Autant le pharisien est convaincu de son bon droit, autant le publicain avoue qu’il est indigne. C’est ce qui fait la force de son cri : « Mon Dieu, prends pitié du pécheur que je suis ». Il ne se redresse pas lui-même, il n’enfle pas la voix, mais sa supplication va traverser les cieux car elle est pure de toute prétention. Quand un pauvre a crié, Dieu l’écoute et le sauve. La foi du publicain s’accorde avec le psaume de ce dimanche.
A chaque Eucharistie, nous nous reconnaissons pécheurs et nous implorons le pardon de Dieu. Il n’y a pas d’autre chemin pour communier au Corps du Christ et pour entrer dans son action de grâce et sa mission. Comme Saint Paul, ce grand pharisien converti, fier, lui aussi, d’observer la Loi et sûr de sa justice.

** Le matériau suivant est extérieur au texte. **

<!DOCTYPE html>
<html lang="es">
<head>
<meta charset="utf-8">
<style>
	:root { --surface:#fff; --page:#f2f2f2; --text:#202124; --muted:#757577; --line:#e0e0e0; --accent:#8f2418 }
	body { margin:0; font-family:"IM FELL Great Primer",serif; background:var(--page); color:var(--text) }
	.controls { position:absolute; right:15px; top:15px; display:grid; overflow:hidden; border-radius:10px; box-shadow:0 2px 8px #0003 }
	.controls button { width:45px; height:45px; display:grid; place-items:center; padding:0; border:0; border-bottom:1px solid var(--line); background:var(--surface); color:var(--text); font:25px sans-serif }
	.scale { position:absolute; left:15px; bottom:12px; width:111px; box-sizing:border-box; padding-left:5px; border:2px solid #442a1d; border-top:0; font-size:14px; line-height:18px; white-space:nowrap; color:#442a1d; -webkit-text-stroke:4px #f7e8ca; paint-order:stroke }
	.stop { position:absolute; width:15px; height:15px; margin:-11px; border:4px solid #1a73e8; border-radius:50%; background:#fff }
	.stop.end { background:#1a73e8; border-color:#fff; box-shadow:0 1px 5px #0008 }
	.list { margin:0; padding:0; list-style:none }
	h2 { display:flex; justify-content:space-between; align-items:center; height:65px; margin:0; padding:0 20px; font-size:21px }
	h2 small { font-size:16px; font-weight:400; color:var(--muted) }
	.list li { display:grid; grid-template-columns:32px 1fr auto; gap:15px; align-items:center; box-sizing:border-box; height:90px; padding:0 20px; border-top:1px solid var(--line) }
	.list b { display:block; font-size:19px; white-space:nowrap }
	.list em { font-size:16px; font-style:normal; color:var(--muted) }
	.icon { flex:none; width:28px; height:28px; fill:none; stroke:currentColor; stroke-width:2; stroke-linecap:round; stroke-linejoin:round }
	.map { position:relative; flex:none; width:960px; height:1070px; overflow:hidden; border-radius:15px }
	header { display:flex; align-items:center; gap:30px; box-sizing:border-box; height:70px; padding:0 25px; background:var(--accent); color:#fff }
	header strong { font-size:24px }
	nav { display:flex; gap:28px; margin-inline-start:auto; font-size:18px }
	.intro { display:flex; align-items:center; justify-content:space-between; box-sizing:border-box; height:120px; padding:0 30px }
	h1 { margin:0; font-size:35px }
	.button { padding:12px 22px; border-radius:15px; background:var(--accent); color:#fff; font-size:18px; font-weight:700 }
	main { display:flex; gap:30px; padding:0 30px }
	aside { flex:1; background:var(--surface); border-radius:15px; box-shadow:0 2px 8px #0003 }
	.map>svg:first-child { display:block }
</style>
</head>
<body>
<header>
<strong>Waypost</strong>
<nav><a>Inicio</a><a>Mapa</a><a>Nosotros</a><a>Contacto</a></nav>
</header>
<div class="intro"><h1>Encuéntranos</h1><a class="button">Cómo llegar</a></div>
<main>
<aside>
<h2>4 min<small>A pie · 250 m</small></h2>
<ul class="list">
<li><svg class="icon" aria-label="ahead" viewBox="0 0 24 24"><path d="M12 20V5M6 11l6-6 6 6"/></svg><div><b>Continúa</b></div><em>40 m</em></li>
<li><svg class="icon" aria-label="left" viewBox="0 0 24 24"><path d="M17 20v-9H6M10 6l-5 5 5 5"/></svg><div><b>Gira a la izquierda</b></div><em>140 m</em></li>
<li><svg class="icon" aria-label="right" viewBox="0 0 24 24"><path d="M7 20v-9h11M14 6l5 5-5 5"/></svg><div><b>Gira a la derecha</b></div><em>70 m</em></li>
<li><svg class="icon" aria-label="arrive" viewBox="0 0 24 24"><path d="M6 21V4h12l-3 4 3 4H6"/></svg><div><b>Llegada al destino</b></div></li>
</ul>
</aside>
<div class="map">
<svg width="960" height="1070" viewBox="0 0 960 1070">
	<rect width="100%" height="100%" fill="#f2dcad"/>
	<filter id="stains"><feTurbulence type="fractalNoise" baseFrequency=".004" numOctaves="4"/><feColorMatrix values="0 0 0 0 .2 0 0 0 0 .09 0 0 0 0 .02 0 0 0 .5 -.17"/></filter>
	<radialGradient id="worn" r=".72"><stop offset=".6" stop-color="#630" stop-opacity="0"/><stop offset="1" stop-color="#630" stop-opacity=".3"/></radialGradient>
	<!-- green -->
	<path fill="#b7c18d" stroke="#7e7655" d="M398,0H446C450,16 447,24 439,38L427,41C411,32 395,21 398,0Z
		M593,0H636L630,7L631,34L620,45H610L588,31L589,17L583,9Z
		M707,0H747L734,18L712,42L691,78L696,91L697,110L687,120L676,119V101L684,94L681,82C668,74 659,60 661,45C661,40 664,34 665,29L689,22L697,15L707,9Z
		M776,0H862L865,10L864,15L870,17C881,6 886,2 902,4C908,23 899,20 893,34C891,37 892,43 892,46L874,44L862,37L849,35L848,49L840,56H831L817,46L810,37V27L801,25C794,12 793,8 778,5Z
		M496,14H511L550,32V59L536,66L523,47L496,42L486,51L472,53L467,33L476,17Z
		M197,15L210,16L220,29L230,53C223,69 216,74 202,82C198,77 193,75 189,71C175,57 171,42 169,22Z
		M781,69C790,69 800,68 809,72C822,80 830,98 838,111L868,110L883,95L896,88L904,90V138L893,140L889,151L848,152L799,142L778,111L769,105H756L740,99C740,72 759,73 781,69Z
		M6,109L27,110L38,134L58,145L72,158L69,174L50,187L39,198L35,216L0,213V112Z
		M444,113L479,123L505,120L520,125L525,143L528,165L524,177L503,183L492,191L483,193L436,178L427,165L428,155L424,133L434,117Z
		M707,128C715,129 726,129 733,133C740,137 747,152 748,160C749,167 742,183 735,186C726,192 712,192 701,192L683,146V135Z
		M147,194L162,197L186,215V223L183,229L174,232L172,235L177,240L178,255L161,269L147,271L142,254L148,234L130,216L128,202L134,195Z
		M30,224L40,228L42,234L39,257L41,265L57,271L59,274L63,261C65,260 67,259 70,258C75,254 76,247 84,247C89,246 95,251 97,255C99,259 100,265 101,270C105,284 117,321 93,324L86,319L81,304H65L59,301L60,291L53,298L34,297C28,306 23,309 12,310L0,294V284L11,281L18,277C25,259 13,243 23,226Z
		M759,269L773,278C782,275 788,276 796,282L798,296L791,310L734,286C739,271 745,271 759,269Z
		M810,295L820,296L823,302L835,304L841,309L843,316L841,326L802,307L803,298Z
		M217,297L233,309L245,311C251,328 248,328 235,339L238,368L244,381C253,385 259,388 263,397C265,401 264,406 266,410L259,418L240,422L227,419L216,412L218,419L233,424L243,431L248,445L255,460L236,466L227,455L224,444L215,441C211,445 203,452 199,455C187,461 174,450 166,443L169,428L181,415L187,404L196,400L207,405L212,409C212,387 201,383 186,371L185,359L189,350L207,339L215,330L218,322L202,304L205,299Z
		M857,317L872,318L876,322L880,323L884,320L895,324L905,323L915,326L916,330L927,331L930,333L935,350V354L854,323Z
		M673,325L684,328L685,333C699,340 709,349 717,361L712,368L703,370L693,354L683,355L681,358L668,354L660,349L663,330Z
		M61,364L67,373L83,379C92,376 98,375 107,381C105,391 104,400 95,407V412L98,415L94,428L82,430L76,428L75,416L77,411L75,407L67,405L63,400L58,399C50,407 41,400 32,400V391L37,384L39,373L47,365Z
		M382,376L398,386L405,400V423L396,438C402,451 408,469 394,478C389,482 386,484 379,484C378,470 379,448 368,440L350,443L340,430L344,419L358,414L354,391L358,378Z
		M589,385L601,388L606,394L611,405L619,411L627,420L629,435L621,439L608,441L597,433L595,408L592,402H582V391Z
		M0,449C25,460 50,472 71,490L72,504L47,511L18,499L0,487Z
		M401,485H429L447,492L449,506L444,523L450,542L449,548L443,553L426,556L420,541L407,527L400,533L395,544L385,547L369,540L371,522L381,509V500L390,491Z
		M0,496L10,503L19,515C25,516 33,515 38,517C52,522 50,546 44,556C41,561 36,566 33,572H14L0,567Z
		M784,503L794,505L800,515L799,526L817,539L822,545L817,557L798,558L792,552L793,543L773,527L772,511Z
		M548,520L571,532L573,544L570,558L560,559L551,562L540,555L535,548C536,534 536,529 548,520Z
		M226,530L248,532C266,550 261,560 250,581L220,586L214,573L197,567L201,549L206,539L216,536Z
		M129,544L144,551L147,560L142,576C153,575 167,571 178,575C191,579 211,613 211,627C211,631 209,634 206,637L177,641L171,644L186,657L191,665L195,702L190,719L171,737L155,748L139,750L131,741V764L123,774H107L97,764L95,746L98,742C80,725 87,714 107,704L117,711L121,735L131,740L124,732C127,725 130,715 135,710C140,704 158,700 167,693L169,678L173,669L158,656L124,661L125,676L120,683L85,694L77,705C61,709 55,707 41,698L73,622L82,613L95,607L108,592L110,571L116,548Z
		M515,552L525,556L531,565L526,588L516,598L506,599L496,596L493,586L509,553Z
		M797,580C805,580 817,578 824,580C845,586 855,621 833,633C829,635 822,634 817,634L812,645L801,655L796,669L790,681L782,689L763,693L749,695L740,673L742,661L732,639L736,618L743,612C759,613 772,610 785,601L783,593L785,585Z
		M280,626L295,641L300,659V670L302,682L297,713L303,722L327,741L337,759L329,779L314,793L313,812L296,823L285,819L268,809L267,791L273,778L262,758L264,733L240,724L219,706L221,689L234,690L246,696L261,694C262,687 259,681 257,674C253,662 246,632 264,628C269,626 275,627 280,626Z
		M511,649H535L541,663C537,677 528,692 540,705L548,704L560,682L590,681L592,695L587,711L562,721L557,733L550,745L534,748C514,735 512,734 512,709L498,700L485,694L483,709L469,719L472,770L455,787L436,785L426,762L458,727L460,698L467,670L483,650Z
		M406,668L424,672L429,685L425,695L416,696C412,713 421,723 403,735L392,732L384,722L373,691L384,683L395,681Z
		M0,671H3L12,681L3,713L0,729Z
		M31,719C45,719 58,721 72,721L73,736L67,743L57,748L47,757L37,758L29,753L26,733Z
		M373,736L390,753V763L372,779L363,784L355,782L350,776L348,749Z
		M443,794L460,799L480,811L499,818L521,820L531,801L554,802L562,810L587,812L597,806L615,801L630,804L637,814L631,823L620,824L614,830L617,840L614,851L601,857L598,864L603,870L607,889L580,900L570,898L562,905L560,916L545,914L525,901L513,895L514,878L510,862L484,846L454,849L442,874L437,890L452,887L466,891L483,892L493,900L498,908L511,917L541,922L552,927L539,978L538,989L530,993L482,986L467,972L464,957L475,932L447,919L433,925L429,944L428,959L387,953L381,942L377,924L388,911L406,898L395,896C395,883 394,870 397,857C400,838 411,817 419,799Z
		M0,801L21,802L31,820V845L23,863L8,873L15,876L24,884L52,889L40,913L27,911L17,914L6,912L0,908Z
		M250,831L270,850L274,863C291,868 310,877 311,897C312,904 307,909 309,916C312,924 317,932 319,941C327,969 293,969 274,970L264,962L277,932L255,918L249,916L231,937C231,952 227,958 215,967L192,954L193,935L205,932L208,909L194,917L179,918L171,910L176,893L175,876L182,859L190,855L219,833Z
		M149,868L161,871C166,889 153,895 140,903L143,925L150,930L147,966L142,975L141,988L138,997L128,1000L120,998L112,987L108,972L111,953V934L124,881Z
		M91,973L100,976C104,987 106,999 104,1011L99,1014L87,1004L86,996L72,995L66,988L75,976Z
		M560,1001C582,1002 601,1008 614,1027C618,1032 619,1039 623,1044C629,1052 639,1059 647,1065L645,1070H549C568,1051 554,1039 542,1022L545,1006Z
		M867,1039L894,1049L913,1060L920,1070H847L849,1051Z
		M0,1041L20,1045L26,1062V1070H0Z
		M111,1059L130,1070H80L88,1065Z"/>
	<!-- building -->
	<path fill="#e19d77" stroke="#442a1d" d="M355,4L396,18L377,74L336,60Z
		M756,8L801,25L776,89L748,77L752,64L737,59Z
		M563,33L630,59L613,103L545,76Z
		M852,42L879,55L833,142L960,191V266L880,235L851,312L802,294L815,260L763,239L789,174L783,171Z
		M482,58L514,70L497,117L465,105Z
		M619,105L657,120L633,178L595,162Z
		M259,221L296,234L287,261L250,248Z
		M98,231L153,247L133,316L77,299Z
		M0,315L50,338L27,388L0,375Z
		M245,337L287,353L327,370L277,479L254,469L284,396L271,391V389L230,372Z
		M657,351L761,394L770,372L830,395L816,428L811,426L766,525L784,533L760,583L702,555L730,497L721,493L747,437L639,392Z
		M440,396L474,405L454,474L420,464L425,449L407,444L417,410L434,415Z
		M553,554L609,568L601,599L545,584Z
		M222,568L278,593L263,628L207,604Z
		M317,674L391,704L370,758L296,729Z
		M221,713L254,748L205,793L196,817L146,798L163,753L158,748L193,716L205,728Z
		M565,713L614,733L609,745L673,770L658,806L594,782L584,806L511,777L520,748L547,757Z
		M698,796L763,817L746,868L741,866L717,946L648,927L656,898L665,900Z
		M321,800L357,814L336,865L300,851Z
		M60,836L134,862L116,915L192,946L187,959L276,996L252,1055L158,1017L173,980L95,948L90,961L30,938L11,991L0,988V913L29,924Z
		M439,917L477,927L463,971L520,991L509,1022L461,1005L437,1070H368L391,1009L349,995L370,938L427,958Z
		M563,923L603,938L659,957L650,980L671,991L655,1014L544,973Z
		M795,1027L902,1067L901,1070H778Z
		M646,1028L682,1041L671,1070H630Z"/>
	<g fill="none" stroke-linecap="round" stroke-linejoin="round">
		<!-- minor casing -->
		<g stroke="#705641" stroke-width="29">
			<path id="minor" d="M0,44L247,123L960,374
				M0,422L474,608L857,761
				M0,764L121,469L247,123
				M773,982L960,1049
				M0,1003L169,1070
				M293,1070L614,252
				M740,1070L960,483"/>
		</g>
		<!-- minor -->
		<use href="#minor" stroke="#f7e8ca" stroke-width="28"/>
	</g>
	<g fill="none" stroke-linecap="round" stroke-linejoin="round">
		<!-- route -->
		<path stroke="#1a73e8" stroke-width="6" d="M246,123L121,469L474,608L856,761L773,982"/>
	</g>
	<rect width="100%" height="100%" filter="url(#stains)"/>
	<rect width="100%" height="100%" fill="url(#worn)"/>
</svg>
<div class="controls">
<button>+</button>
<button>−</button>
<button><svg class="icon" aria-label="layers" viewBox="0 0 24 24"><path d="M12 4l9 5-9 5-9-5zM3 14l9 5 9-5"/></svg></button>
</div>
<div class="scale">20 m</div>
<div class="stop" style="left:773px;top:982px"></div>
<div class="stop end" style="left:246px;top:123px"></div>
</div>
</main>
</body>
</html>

Il approuvait quand on a lapidé Étienne. Sur le chemin de Damas, le Seigneur l’a saisi pour qu’il soit son témoin au milieu des nations païennes. Il s’est laissé saisir et il est devenu l’un des premiers par qui la foi nous a été transmise. En cheminant vers la fête de la TOUSSAINT, entendons-le nous redire comme à Timothée : « Je suis déjà offert en sacrifice…J’ai mené le bon combat… j’ai gardé la foi. Je n’ai plus qu’à recevoir la couronne de justice : le Seigneur, le juste juge, me la remettra en ce jour-là » (Tm 4,6-8). A notre tour, laissons-nous renouveler dans notre manière de prier pour que l’Évangile mette en nous le désir de rejoindre le Christ dans le sein du Père. De le rejoindre avec tous nos frères les Saints.